Enviado especial norte-americano não esclareceu quais os navios que estão a passar pelo Estreito de Ormuz.
O enviado especial norte-americano Steve Witkoff insistiu esta sexta-feira que estão em curso "negociações com o regime iraniano" para resolver o conflito no Médio Oriente e que ainda "esta semana" deverão ter lugar reuniões entre as partes.
Na véspera de se completar um mês desde o ataque conjunto de Estados Unidos e Israel contra o Irão, que desencadeou uma retaliação contra vários países da região, Witkoff afirmou "esperar sinceramente" que haja reuniões esta semana.
"Acho que o Presidente (Donald Trump) quer um acordo de paz", afiançou o enviado especial para O Médio Oriente.
Respondendo a questões durante um fórum empresarial em Miami (sul), Witkoff afirmou ainda que um "sinal muito, muito bom" de condições para resolução da crise é que "os navios estão a passar" pelo Estreito de Ormuz, bloqueado por Teerão em retaliação pelos ataques, e por onde passa mais de um quinto das exportações globais de petróleo e gás.
O responsável norte-americano não esclareceu quais os navios que estão a passar pelo Estreito de Ormuz, num dia em que o serviço de monitorização Marine Traffic indicou que dois cargueiros chineses que tentaram atravessá-lo acabaram por recuar por não terem garantias de passagem por parte do Irão, cujo regime é próximo de Pequim.
Neste contexto, o barril de petróleo Brent para entrega em maio fechou a semana acima dos 112 dólares, o nível mais alto desde julho de 2022, indicando que o mercado não vê sinais de distensão no Golfo.
O enviado norte-americano para o Médio Oriente destacou como um sinal positivo para o mercado o adiamento por Trump até 06 de abril de um eventual ataque contra as instalações petrolíferas iranianas, dando espaço para negociações.
"Algumas pessoas negaram que estejamos a negociar. Penso que todos aqui sabemos que estamos a negociar. É evidente que alguns navios estão a passar.
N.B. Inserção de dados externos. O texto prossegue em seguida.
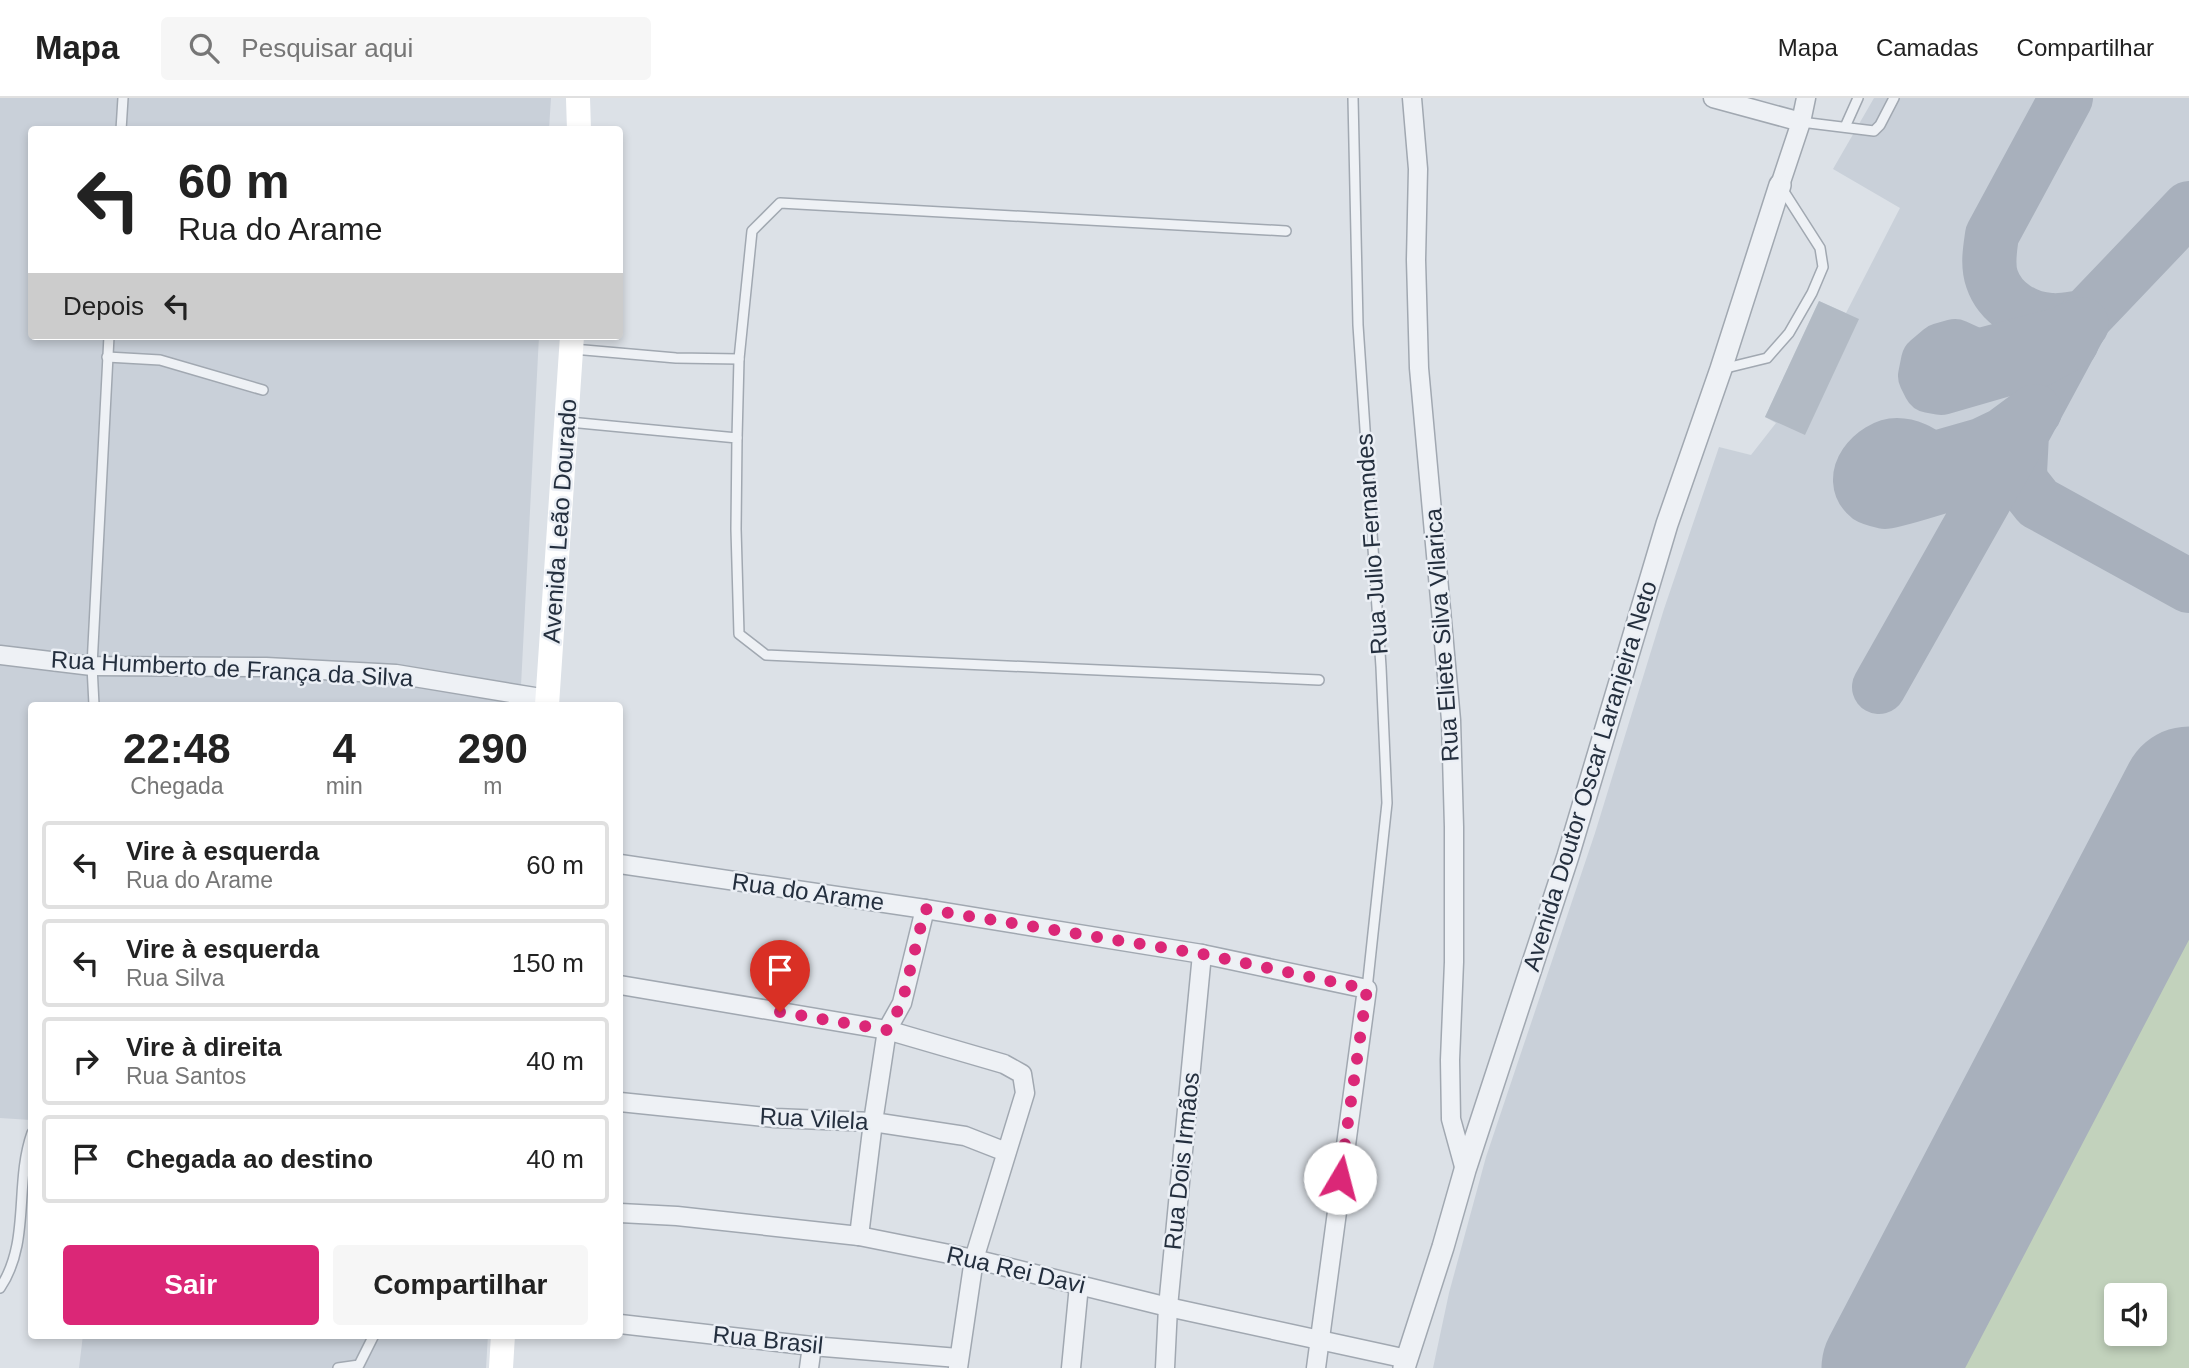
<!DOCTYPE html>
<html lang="pt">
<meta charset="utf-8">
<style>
body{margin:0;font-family:Arial,sans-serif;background:#f6f6f6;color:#222;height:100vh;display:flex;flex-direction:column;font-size:26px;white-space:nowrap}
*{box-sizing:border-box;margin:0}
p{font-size:23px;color:#767676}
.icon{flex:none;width:38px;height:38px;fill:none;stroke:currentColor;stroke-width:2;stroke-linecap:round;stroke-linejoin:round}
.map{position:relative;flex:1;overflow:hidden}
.sheet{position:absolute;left:28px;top:604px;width:595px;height:637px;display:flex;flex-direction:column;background:#fff;border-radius:7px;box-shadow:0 4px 10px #0003}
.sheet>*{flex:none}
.banner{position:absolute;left:28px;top:28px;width:595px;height:214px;border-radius:7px;box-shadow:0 4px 10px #0003;background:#fff;color:#222;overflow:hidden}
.buttons{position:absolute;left:2104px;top:1185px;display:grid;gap:14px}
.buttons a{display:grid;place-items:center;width:63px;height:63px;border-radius:7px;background:#fff;box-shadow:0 4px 10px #0003;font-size:35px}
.pin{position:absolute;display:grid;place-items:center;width:60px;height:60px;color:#fff;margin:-72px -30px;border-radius:50% 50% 50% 0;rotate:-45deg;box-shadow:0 0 7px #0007}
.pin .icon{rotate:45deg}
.me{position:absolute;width:77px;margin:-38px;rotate:8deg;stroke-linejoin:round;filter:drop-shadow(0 0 5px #0008)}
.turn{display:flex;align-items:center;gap:24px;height:147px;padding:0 35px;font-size:32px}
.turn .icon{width:91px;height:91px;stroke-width:2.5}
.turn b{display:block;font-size:49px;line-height:60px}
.then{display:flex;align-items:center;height:66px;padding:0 35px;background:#0003;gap:14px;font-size:26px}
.eta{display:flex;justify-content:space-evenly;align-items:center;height:119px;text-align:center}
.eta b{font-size:42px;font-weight:700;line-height:49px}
.button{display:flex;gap:14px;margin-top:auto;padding:14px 35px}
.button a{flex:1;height:80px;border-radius:7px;background:#db2777;color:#fff;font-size:28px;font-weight:700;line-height:80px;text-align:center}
.button a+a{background:#f6f6f6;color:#222}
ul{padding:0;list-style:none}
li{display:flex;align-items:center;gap:21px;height:88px;margin:0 14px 10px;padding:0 21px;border:4px solid #e0e0e0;border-radius:7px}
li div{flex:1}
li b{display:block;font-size:26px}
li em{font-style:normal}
header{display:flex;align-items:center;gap:42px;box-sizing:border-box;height:98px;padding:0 35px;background:#fff;border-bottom:2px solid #e0e0e0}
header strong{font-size:33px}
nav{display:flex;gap:38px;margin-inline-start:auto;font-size:24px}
.search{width:490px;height:63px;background:#f6f6f6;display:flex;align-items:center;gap:18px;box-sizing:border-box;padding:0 24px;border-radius:7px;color:#767676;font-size:26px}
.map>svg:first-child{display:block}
.built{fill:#c9d0d9;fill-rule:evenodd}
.green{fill:#c2d2bc;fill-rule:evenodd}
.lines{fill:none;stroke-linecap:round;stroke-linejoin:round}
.taxiway{stroke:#a8b0bc;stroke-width:54}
.runway{stroke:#a8b0bc;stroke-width:135}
.building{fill:#b2bac4}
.service-casing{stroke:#a1a8b1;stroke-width:12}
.minor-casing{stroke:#a1a8b1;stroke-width:21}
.tertiary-casing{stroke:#a1a8b1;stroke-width:24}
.service{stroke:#eef1f5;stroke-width:9}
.minor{stroke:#eef1f5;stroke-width:18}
.tertiary{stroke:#eef1f5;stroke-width:21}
.secondary{stroke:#fff;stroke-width:24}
.route{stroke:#db2777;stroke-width:12;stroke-dasharray:0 21.6}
.labels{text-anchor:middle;stroke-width:5;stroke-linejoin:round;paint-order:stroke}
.street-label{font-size:24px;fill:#242f3e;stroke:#ebeff5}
</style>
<header>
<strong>Mapa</strong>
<div class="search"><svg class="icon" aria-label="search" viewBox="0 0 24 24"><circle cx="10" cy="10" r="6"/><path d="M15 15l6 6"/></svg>Pesquisar aqui</div>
<nav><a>Mapa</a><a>Camadas</a><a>Compartilhar</a></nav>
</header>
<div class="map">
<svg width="2189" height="1270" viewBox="0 0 2189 1270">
<rect width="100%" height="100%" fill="#dce1e7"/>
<g class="built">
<polygon points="0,0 551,0 549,31 32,32 32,238 539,238 520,607 32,607 31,1022 0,1020"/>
<path d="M 1874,0 L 2189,0 L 2189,1270 L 1433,1270 L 1449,1195 L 1486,1059 L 1595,735 L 1664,511 L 1719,349 L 1751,357 L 1776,325 L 1765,319 L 1819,203 L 1846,215 L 1900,110 L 1833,71 ZM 2116,1197 L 2154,1197 L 2154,1236 L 2116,1236 Z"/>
<polygon points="83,1237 488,1237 486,1270 79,1270"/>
</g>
<path class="green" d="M 2189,804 L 2189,1270 L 1946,1270 ZM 2116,1197 L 2154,1197 L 2154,1236 L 2116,1236 Z"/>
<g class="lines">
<g class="taxiway">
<path d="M 2066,0 L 1992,137 C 1990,151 1987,167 1992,181 C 2000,205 2026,221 2051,222 C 2062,223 2074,220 2084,219"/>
<polyline points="2189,110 2085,219 2022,336 2020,375 2023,386 2038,405 2189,488"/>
<polyline points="2072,244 2041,261 1941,290 1930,288 1925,278 1928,263 1941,252 1955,248 1977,258 2060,236 2082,226"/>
<path d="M 1879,589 L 2022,336 C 2007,351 1993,368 1973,378 C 1963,382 1894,404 1885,404 C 1881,403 1872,401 1869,399 C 1845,380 1874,347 1897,347 C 1911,347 1921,354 1932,361 L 1981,347 L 2004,336 L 2035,313"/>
</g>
<polyline class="runway" points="1889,1270 2189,696"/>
</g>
<polygon class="building" points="1819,203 1859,221 1805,337 1765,319"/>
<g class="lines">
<defs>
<g id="service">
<polyline points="1353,0 1358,227 1381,569 1387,705 1367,891"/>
<polyline points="1801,24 1874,33 1880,27 1894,0"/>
<polyline points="1845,29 1858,0"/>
<polyline points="121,32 123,0"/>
<polyline points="573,251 676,260 739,261 752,133 780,105 1286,133"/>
<polyline points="107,259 160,262 263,292"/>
<polyline points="1722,271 1767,260 1789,235 1812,195 1823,169 1820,150 1781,89"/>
<polyline points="569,324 737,340 736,431 739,536 766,557 1319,582"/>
<polyline points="737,340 739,261"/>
<polyline points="94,607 92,568 109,238"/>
<path d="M 0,1190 C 31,1144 14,1086 32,1035"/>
<polyline points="338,1270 359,1267 374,1237"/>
</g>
<g id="minor">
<polyline points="1412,0 1418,71 1416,162 1419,270 1451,622 1454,729 1454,864 1450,962 1451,1021 1465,1072"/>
<polyline points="1713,0 1801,24"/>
<polyline points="1780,87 1801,24 1806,0"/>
<polyline points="0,557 92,568 266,569 396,576 547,601"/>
<polyline points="620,766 925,811 1202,856 1367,891 1316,1270"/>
<polyline points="620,887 887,932 1004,966 1022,976 1025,995 974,1161 958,1270"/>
<polyline points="620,1004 775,1020 873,1024 965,1038 1006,1054"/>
<polyline points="620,1115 677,1118 859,1138 974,1161 1168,1209 1407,1261"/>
<polyline points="859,1138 873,1024 887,932 902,905 925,811"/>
<polyline points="620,1226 812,1248 958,1260"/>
<polyline points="809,1270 812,1248"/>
<polyline points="1071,1270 1079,1187"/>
<polyline points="1165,1270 1168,1209 1202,856"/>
</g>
<polyline id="tertiary" points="1404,1270 1443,1149 1465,1072 1568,758 1667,426 1721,271 1780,87"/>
</defs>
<use href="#service" class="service-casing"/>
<use href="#minor" class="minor-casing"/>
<use href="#tertiary" class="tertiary-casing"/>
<use href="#service" class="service"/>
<use href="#minor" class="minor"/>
<use href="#tertiary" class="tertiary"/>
<g class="secondary">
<polyline points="578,0 579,32"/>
<polyline points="547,607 572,238"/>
<polyline points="501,1270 503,1237"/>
</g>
</g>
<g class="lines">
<polyline class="route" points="780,914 887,932 902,905 925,811 1202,856 1367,891 1340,1080"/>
</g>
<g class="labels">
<g class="street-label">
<text transform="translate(560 423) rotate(-86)" y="8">Avenida Leão Dourado</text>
<text transform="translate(1372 446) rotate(-94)" y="8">Rua Julio Fernandes</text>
<text transform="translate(1442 537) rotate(-94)" y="8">Rua Eliete Silva Vilarica</text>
<text transform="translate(232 571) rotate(3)" y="8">Rua Humberto de França da Silva</text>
<text transform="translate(1590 678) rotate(-73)" y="8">Avenida Doutor Oscar Laranjeira Neto</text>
<text transform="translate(808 794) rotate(8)" y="8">Rua do Arame</text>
<text transform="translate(814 1021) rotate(3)" y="8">Rua Vilela</text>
<text transform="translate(1182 1063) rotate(-84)" y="8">Rua Dois Irmãos</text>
<text transform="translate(1016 1172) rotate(13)" y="8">Rua Rei Davi</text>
<text transform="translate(768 1242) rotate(6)" y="8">Rua Brasil</text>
</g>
</g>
</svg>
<div class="buttons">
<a><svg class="icon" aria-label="sound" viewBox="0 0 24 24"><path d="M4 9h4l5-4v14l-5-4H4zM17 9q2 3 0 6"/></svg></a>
</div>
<div class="pin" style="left:780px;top:914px;background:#d93025"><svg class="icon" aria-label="arrive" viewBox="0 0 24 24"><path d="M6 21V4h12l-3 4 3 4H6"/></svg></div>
<svg class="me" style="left:1340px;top:1080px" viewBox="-20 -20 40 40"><circle r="19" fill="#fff"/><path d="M0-13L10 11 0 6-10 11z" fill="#db2777"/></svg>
<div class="banner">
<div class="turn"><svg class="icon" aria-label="left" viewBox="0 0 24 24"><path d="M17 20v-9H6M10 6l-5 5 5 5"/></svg><div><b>60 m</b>Rua do Arame</div></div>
<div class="then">Depois<svg class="icon" aria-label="left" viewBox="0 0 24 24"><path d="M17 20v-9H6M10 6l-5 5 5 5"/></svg></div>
</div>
<section class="sheet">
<div class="eta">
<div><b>22:48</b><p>Chegada</p></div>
<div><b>4</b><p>min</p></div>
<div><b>290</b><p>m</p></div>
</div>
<ul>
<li><svg class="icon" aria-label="left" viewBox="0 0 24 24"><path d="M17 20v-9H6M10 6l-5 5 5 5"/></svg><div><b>Vire à esquerda</b><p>Rua do Arame</p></div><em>60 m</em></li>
<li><svg class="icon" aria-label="left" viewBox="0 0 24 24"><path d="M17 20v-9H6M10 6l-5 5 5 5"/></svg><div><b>Vire à esquerda</b><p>Rua Silva</p></div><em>150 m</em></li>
<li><svg class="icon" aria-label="right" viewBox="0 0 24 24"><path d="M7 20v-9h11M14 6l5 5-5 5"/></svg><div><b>Vire à direita</b><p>Rua Santos</p></div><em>40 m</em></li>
<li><svg class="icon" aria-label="arrive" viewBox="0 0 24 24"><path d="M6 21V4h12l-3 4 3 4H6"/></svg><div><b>Chegada ao destino</b></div><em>40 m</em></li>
</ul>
<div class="button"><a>Sair</a><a>Compartilhar</a></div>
</section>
</div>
É possível que tenhamos uma definição diferente de 'negociar' da que eles têm", afirmou Witkoff.
O Irão tem rejeitado a existência de negociações com Washington, embora não negue que haja contactos.
Na quinta-feira, fonte iraniana citada pela agência de notícias Tasnim referiu que Teerão apresentou cinco pontos que considerou essenciais para uma eventual trégua e que incluem a "criação de mecanismos concretos para garantir que a guerra não seja novamente imposta à República Islâmica", o pagamento "garantido e claramente definido de indemnizações e reparações" e o reconhecimento da soberania no Estreito de Ormuz.
O representante norte-americano referiu-se ao acordo de 15 pontos proposto por Washington, salientando que os iranianos "já o têm há algum tempo" e que aguarda "uma resposta da parte deles".
"Isso resolveria tudo (...) Resolveria a questão do enriquecimento [de urânio], pois hoje em dia não podemos permitir que haja enriquecimento lá. Resolveria a questão do material. Têm armazenado cerca de 10.000 quilos de material enriquecido, ao qual têm de renunciar; bem como a questão do armazenamento e da supervisão. Todas estas são linhas vermelhas para nós", defendeu Witkoff.
O secretário de Estado norte-americano, Marco Rubio, disse hoje que espera o fim do conflito com Irão "nas próximas duas semanas" e que acredita no cumprimento dos objetivos de guerra sem operações terrestres na República Islâmica.
Após uma reunião do G7 perto de Paris, o chefe da diplomacia de Washington reforçou as palavras de Donald Trump de que os objetivos da guerra lançada em conjunto com Israel em 28 de fevereiro contra o Irão estão "adiantados em relação ao calendário", acrescentando e que podem ser alcançados "sem tropas terrestres".
A propósito do destacamento de milhares de militares para reforçar as operações contra o Irão, Rubio comentou que Trump "tem de estar preparado para múltiplas contingências" e que as forças norte-americanas estão disponíveis "para dar ao Presidente a máxima flexibilidade e a máxima oportunidade de se ajustar às contingências, caso estas surjam".
Nas suas declarações em França, o secretário de Estado norte-americano indicou que Teerão enviou mensagens sobre a oferta de negociações para terminar o conflito iniciado há quase um mês pelos Estados Unidos e Israel, mas não respondeu ainda à proposta de um plano de paz.
"Houve uma troca de mensagens e sinais do sistema iraniano --- o que resta dele --- indicando uma disponibilidade para discutir certas questões", observou, a propósito do plano de 15 pontos enviado ao Irão através das autoridades do Paquistão para terminar o conflito.